La personne voilée de blanc vint alors se joindre au groupe formé par Marielle, Jean, Maurice et Max. Léo en la voyant approcher, se jeta dans les jambes de son maître, car le chien craignait fort le Spectre du ravin, on le sait.

Arrivé tout près de nos amis, le Spectre leva son voile, et aussitôt, un cri s’échappa des lèvres de Maurice ;

— Ylonka !… Ô ciel, c’est Ylonka !

— Comment vous portez-vous, M. Leroy ? demanda, en souriant, Ylonka, car c’était bien elle.

— Ylonka ! Ylonka ! C’est tout ce que pouvait dire Maurice, tant sa surprise et sa joie étaient grandes.

— Ylonka, dit alors Marielle, je vous présente M. Bahr. Voici aussi Max, dont je vous ai parlé souvent. Jean, la voilà cette chère Ylonka dont je vous ai plus d’une fois entretenu.

— Quel bonheur de faire votre connaissance enfin, Mlle Desormes ! dit Jean. Ah ! Maurice, ajouta-t-il, en s’adressant à son ami, quand vous m’avez accompagné dans cette excursion à la recherche de ma Marielle chérie, vous étiez loin de vous douter de l’immense bonheur qui vous attendait, n’est-ce pas ?… Mlle Ylonka, reprit-il, M. Leroy est le meilleur ami qu’il y ait au monde… il possède aussi le cœur le plus fidèle qui soit… Il n’a jamais quitté cette île, après qu’il eut appris votre histoire ; il disait que vous ne vous étiez pas noyée dans le Golfe Saint-Laurent, et il refusait de partir du Rocher aux Oiseaux, près duquel vous aviez disparu… Aujourd’hui, il m’a accompagné, quand je me suis lancé dans le souterrain, à la recherche de ma bien-aimée… Qu’il était loin de se douter que son dévouement aurait une si belle récompense !

— Merci, M. Maurice, de votre constance… dont Marielle m’a plus d’une fois entretenue, d’ailleurs, dit gravement Ylonka.

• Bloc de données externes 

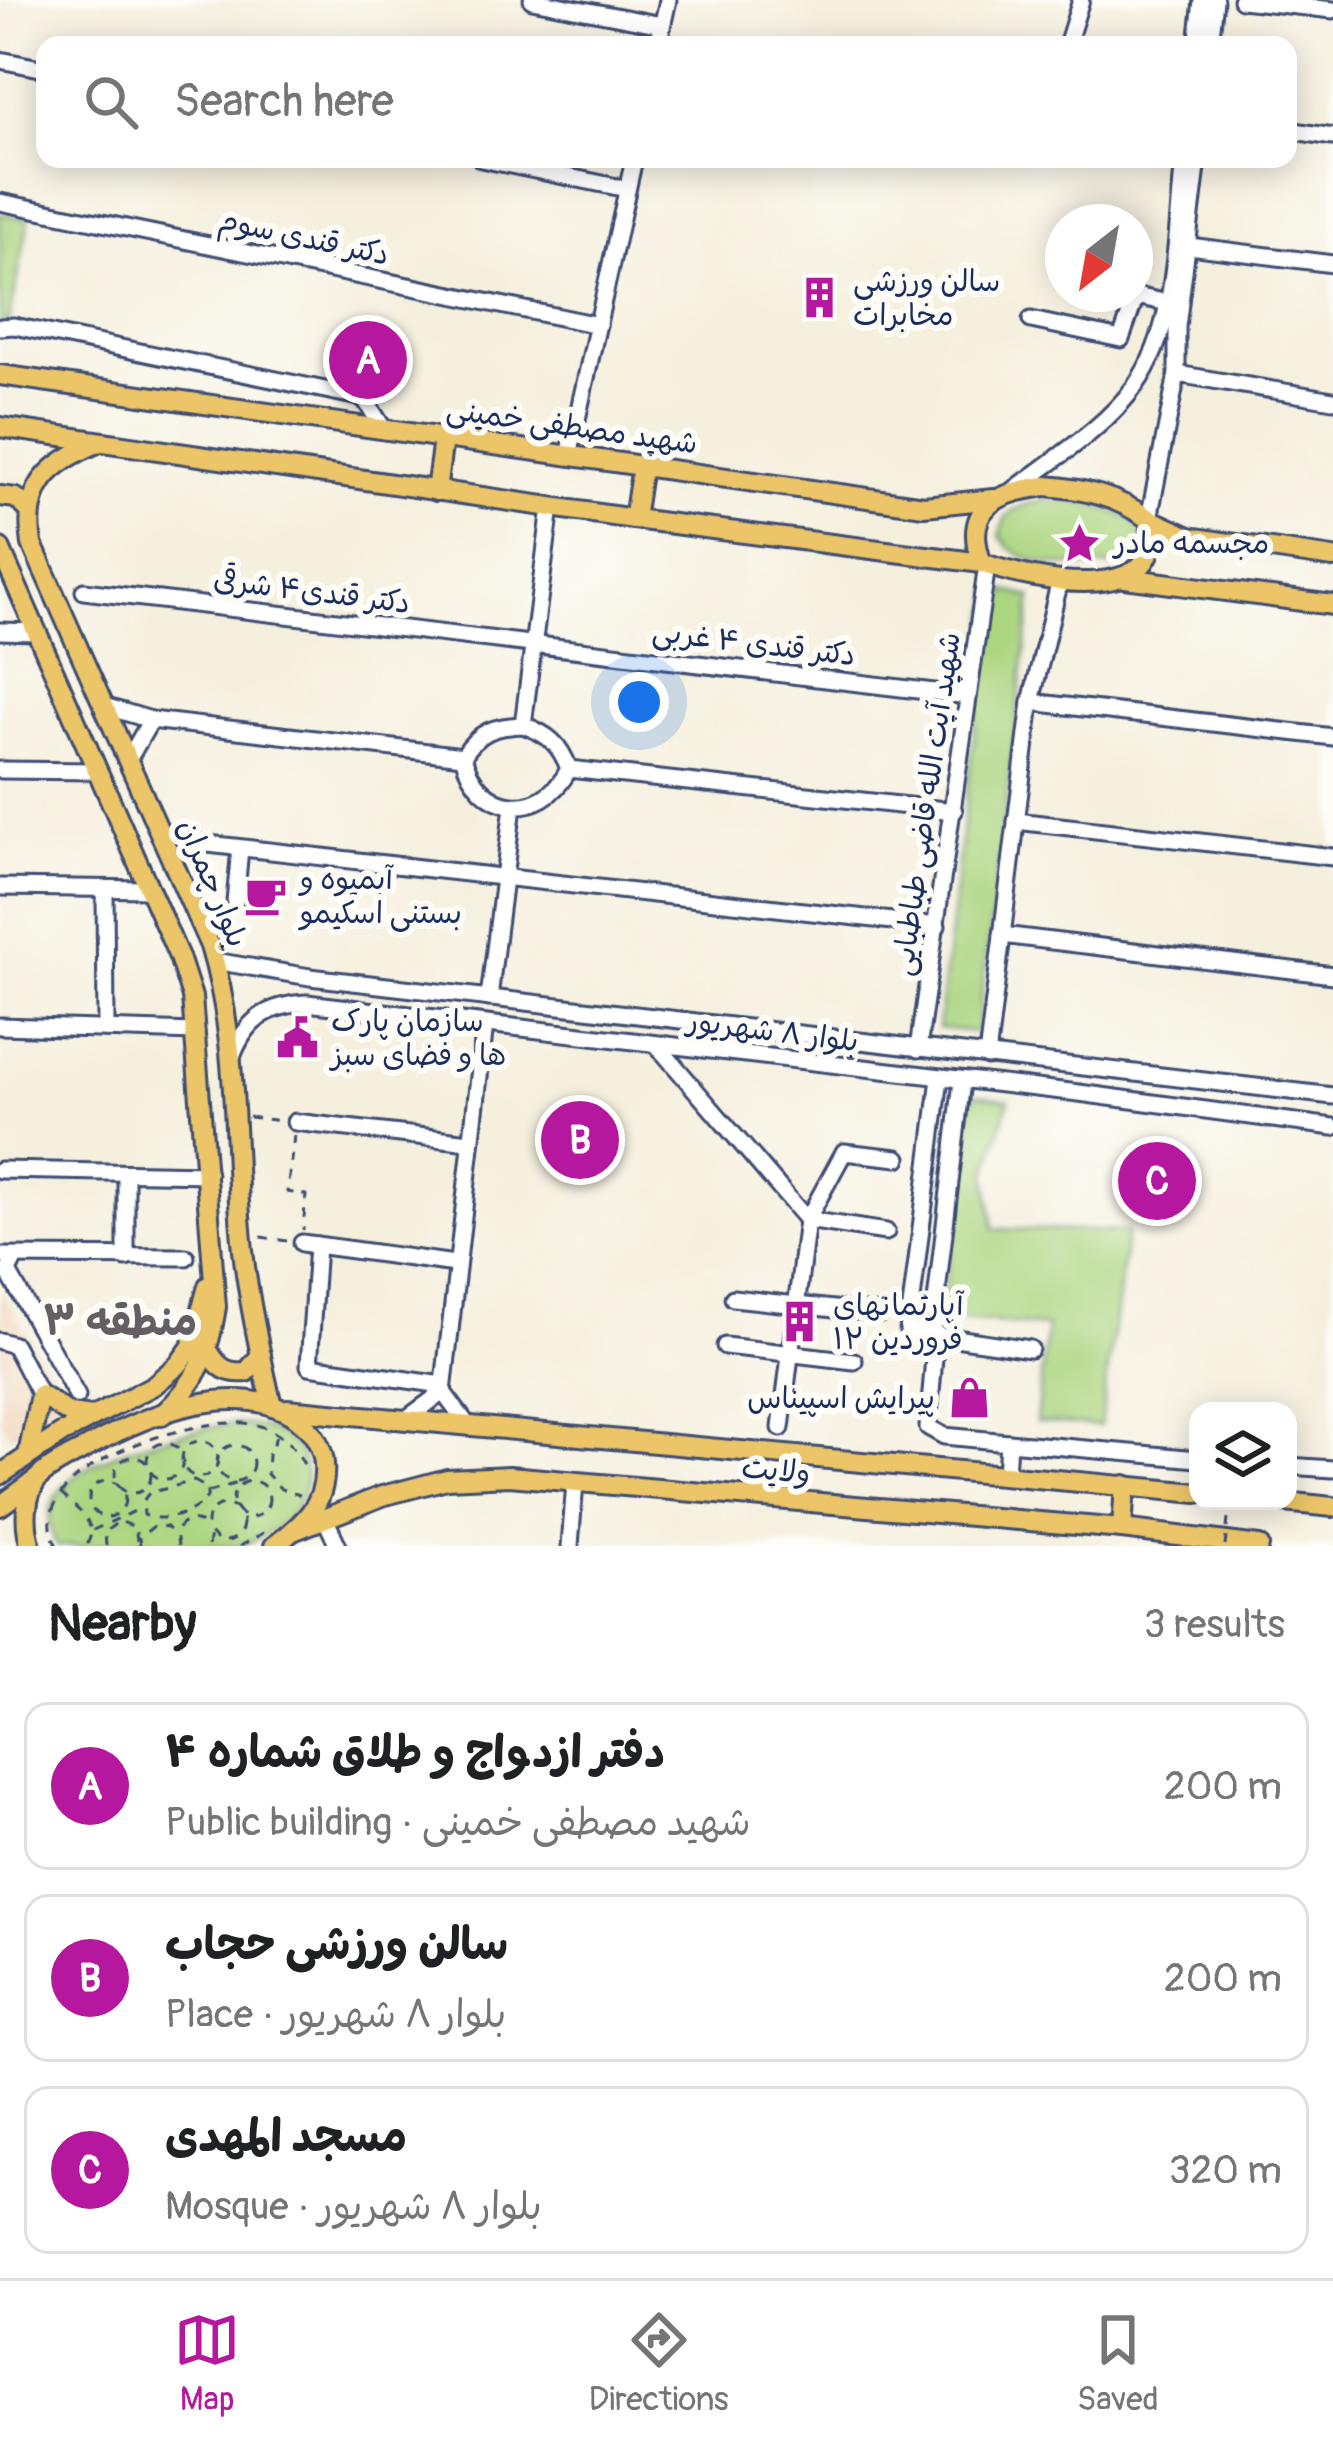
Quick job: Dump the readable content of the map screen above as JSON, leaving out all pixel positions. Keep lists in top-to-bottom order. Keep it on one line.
{"streets":{"main road":["شهید مصطفی خمینی","بلوار چمران","ولایت"],"street":["دکتر قندی سوم","دکتر قندی۴ شرقی","دکتر قندی ۴ غربی","شهید آیت الله قاضی طباطبایی","بلوار ۸ شهریور"]},"crossings":[["دکتر قندی۴ شرقی","دکتر قندی ۴ غربی"],["دکتر قندی ۴ غربی","شهید آیت الله قاضی طباطبایی"],["شهید آیت الله قاضی طباطبایی","بلوار ۸ شهریور"],["بلوار چمران","بلوار ۸ شهریور"],["بلوار چمران","ولایت"]],"districts":["منطقه ۳"],"places":{"building":["سالن ورزشی مخابرات","آپارتمانهای ۱۲ فروردین"],"place":["مجسمه مادر"],"cafe":["آبمیوه و بستنی اسکیمو"],"public building":["سازمان پارک ها و فضای سبز"],"shop":["پیرایش اسپیناس"]},"north":"bottom left","page":{"search":"Search here","pins":["A","B","C"],"heading":["Nearby","3 results"],"list":[{"mark":"A","name":"دفتر ازدواج و طلاق شماره ۴","note":"Public building · شهید مصطفی خمینی","value":"200 m"},{"mark":"B","name":"سالن ورزشی حجاب","note":"Place · بلوار ۸ شهریور","value":"200 m"},{"mark":"C","name":"مسجد المهدی","note":"Mosque · بلوار ۸ شهریور","value":"320 m"}],"nav":["Map","Directions","Saved"]}}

— Ylonka ! Ylonka ! murmura Maurice.

— Maintenant, Messieurs, reprit Ylonka, je vous invite à venir vous reposer et vous restaurer chez moi. Veuillez me suivre !

On marcha quelque distance, puis Ylonka se mit à gravir le rocher, au moyen de marches naturelles qu’il y avait dans le roc, Marielle, Jean, Maurice et Max la suivant. Léo, que le Spectre n’effrayait plus, suivait, sur les talons de son maître.

On pénétra dans une vaste grotte. Dans un coin était un poêle. Ce poêle, muni d’un tuyau, jetait une bonne chaleur dans la grotte. On aperçut des meubles très rudimentaires : un banc, une table, qu’Ylonka avait confectionnée elle-même.

— Soyez les bienvenus, Messieurs ! dit Ylonka. Voici la demeure où j’ai vécu depuis près de six ans.

— Ylonka, racontez donc votre histoire à Jean et à M. Maurice, dit Marielle.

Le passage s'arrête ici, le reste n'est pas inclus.